Monday, Jan. 08, 1945

New Musicals in Manhattan

Sing Out, Sweet Land! (book by Walter Kerr; produced by the Theater Guild) is a songbook history of American life. Combining folk music with Tin Pan Alley tunes, it warbles its way across the centuries--the voice of a canoeman floating down the Ohio, a chorus raised in an Illinois clearing, a medley of tunes on a Mississippi steamboat, a soldiers' rouse round a Civil War campfire, the guttural throb of Negro blues, the frilly ditties of the Gay Nineties, the brash rhythms of speakeasy jazz.

In the long procession troop Susannah, Frankie & Johnnie, Captain Jinks, Casey Jones, Daisy with her answer true. And easy, engaging Ballad Singer Burl Ives throws in his own specialties--Foggy, Foggy Dew, Blue Tail Fly, and that luscious glimpse of Hobo Heaven, Rock Candy Mountain:

Oh, the buzzing of the bees

In the cigaret trees

By the soda-water fountain;

Near the Lemonade springs

Where the bluebird sings

In the big rock-candy mountain . . .

With such a wealth of engaging material; Sing Out, Sweet Land! had a golden opportunity that it largely muffs. For its music fails to vibrate, to express dramatically or even evoke nostalgically the picturesque American life it was part of. Instead of trying to get as close to history as it can in the way of frontier lustiness, sectional color and period sentiment, Sing Out, Sweet Land! burlesques a good deal of the past, and emasculates a good deal more.

The dancing is commonplace, the book childish; and the central character (Alfred Drake, late of Oklahoma!), a happy-go-lucky figure condemned in Puritan times to wander the roads from generation to generation, lacks the tang and sinew of a Johnny Appleseed or Paul Bunyan. What should have been an exciting show remains, at best, a pleasant song recital.

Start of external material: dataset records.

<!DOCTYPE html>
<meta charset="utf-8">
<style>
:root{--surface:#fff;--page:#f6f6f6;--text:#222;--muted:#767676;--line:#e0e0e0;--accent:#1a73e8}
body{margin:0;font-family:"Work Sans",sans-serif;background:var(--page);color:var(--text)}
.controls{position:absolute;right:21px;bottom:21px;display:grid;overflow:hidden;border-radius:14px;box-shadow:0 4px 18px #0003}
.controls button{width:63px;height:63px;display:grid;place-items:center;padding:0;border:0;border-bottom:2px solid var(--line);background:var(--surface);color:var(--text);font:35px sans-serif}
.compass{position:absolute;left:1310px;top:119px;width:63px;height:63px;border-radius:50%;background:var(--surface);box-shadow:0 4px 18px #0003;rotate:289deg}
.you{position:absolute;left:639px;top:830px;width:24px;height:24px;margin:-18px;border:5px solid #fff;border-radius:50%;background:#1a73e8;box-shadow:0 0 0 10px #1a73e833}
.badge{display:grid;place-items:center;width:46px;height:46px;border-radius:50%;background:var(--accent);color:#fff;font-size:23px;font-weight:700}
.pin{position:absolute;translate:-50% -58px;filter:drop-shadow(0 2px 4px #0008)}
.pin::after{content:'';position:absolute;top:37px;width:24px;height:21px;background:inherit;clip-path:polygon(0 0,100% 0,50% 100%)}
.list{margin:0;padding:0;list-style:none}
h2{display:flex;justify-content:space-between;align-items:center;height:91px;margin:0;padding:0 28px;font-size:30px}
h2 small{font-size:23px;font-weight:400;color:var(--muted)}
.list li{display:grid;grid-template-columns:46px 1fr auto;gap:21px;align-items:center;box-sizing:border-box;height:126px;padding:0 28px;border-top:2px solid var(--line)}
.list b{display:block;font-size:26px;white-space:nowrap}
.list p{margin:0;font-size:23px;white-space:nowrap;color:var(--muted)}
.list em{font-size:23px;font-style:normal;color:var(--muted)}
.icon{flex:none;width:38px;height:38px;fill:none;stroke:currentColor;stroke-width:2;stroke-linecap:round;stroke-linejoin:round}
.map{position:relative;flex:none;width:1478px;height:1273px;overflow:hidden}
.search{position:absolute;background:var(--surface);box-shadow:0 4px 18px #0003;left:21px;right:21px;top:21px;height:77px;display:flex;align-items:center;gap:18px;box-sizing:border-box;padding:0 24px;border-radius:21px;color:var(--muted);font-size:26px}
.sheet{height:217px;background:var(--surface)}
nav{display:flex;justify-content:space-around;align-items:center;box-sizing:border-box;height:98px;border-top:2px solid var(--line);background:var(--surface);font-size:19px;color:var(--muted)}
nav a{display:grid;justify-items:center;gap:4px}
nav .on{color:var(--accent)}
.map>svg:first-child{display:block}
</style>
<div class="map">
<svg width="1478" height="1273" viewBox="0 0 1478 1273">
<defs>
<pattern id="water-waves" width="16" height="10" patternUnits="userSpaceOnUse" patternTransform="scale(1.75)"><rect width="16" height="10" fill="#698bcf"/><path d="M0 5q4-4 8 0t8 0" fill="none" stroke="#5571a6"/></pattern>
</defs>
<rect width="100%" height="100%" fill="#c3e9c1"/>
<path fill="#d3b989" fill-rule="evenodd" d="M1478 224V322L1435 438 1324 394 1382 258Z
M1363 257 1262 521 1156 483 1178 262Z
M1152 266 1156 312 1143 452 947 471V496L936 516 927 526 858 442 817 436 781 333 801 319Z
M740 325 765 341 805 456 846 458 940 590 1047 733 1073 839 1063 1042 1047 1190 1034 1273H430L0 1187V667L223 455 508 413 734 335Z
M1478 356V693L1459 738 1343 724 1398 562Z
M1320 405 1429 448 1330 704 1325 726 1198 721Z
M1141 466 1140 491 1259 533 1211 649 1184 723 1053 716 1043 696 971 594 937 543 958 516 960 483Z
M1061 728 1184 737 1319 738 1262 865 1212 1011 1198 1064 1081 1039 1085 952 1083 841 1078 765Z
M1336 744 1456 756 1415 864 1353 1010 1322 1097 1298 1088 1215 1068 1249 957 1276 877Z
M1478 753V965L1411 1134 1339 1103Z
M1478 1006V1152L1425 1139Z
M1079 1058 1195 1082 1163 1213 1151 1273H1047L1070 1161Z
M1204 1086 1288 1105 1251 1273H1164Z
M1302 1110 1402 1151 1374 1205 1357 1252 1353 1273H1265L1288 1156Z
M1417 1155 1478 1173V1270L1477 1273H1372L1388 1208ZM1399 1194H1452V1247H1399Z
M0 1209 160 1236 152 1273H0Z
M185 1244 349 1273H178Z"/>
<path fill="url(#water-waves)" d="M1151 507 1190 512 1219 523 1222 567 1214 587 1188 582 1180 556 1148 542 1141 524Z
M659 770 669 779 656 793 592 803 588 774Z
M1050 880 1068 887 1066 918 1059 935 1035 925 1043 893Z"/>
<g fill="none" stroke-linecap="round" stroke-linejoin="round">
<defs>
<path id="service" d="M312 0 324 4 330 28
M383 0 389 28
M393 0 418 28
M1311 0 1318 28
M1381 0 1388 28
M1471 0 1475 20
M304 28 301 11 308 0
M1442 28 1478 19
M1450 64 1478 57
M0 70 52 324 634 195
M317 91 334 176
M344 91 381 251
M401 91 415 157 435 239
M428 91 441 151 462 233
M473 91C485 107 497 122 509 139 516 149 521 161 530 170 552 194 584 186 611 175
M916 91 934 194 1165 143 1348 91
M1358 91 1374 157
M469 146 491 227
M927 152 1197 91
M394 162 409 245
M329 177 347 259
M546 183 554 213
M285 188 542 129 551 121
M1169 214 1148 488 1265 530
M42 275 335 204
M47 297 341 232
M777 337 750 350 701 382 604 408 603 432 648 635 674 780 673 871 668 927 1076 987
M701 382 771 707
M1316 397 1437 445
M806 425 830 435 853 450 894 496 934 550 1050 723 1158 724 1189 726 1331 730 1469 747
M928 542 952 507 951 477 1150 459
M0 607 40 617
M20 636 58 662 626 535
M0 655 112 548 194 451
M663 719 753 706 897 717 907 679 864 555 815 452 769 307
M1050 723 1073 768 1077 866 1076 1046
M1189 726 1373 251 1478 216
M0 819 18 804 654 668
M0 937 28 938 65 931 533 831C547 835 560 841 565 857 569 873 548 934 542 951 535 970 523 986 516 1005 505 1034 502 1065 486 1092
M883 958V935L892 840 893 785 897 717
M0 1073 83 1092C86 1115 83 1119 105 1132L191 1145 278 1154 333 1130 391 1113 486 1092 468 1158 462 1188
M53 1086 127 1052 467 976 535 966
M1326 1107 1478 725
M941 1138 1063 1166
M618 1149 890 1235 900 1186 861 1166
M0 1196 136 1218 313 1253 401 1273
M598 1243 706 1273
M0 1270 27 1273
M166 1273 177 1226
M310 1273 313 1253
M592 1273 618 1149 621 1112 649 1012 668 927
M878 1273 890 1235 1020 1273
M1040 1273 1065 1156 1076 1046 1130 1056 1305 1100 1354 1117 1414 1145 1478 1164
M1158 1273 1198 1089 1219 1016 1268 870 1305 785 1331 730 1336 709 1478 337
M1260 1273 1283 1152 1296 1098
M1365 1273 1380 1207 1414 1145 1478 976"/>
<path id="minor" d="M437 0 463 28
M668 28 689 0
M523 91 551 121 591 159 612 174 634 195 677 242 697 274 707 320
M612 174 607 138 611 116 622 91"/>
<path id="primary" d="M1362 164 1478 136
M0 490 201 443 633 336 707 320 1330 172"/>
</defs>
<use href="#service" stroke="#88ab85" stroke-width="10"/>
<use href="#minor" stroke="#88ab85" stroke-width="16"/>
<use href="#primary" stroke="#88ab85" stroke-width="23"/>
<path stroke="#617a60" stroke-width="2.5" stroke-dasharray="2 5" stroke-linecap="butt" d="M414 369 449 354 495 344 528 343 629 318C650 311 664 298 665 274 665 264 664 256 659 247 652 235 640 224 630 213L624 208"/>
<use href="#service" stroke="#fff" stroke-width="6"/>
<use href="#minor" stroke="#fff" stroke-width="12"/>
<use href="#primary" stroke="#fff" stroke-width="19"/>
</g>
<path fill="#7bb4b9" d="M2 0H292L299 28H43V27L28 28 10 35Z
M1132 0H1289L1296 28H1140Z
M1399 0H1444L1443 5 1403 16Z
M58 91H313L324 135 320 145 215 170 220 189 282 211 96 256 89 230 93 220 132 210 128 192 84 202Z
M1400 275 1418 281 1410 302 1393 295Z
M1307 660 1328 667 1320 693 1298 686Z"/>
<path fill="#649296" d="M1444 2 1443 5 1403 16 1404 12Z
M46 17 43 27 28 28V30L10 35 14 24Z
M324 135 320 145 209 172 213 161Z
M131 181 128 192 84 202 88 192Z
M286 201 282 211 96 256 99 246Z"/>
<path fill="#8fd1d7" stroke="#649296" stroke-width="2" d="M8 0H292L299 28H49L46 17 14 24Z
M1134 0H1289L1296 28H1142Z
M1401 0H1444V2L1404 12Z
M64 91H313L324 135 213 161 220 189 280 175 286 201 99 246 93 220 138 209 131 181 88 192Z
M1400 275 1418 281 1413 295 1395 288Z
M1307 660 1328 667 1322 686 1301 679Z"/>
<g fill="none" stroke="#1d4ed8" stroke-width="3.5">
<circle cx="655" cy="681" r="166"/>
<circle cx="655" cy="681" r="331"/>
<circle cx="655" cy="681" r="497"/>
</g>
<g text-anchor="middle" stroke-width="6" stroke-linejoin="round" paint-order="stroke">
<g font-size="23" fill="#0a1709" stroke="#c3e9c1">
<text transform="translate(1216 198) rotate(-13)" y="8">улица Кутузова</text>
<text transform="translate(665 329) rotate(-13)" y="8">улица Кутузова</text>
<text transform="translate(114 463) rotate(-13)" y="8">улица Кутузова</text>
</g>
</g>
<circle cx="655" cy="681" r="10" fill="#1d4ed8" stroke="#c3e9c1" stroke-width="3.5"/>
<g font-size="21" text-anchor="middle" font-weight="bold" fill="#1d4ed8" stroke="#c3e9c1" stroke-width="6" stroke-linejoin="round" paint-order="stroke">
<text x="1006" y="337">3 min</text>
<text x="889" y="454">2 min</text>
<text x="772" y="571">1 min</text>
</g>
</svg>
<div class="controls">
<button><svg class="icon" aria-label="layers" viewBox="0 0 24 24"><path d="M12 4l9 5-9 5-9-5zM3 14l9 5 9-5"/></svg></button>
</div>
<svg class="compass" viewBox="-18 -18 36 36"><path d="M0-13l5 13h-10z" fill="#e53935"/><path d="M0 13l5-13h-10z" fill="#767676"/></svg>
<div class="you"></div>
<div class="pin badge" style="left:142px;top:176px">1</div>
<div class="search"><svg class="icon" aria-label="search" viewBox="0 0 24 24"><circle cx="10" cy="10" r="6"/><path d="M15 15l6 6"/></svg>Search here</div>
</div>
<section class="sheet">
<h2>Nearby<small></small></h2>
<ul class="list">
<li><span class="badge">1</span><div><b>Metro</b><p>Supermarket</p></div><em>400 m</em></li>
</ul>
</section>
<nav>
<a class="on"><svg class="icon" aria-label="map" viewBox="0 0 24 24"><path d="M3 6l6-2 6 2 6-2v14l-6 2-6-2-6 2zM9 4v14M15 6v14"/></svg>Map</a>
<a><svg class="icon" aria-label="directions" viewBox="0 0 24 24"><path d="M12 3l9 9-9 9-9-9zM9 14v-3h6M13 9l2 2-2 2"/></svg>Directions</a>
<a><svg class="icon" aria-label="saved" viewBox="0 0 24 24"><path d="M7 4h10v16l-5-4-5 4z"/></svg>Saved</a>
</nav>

On the Town (book and lyrics by Betty Comden & Adolph Green; music by Leonard Bernstein; produced by Oliver Smith & Paul Feigay) is a youthful high dive that hits the water with a terrific splash. Spoil-sports may find fault with its diving form and point out that it comes up looking wet behind the ears; but if sheer enjoyment is not an outmoded measuring stick, On the Town is one of the freshest, liveliest, most engaging musicals in many years. Its fund of humor, flashes of satire and scorn for formulas make it better adult entertainment than many, if not most, less youthful shows.

On the Town is an enlargement in color of the sock ballet, Fancy Free (TIME, May 22) that Choreographer Jerome Robbins and Composer-Conductor Leonard Bernstein did for the Ballet Theater. Here again are three young sailors footloose in Manhattan, only now one of them falls for the photograph of Miss Turnstiles, the subway's girl-of-the-month (Sono Osato), and the search for her becomes a breathless, round-the-town, round-the-clock jamboree. With the other two sailors picking off girls en route, On the Town sings and dances, joshes and handsprings its way from Central Park to the Museum of Natural History, from Carnegie Hall to Times Square, from a flock of night spots to Coney Island. Wherever it goes, uptown or down, it shoves dullness off the curbstone.

To an enjoyable musicomedy book, 26-year-old Composer Bernstein (who got a royal bawling out from Serge Koussevitsky for trafficking with Broadway) has matched a lively score. There is a modern beat to his ballet music, but such songs as Lonely Town and Lucky To Be Me are as torchy as the next fellow's, and such ditties as Come Up To My Place and You Got Me are straight Main Stem--and with delightfully tough Nancy Walker to bawl them out, they are showstoppers as well. Jerome Robbin's dances have humor and verve, and charming Sono Osato to gladden them. Best of all, On the Town has the oldtime touch it needs: under George Abbott's direction, youth has made hay without going haywire, and a lot of slightly off-Broadway talent has been given a sharp Broadway spin.

In her second Broadway show, as in her first (One Touch of Venus), jet-haired, slant-eyed Sono Osato catches and keeps the spotlight. She has personality and piquant looks as well as nimble feet.

Born 25 years ago in Omaha, the daughter of a Japanese father and an Irish-French mother, she joined Col. de Basil's Ballet Russe de Monte Carlo when she was 14 and toured the world with it. Her roles got better, but her pay ($50 a week) did not--and she finally walked out. Three years ago, as a member of the Sol Hurok troupe, she made another ballet exit--when the Government refused to let her go to California because of her Japanese blood. Sono, who has a brother with the Nisei 442nd combat team and is married to a young French-Moroccan architect, has never had any other trouble over race.

Although she has been dancing all her life, she is no longer interested in that alone. Because she could also act and sing in On the Town, she turned down Billy Rose's offer to "back her up with 40 dancers" in The Seven Lively Arts. "Anyhow," says she, "if you're trying to be somebody, why get smothered under great big names like Beatrice Lillie's?"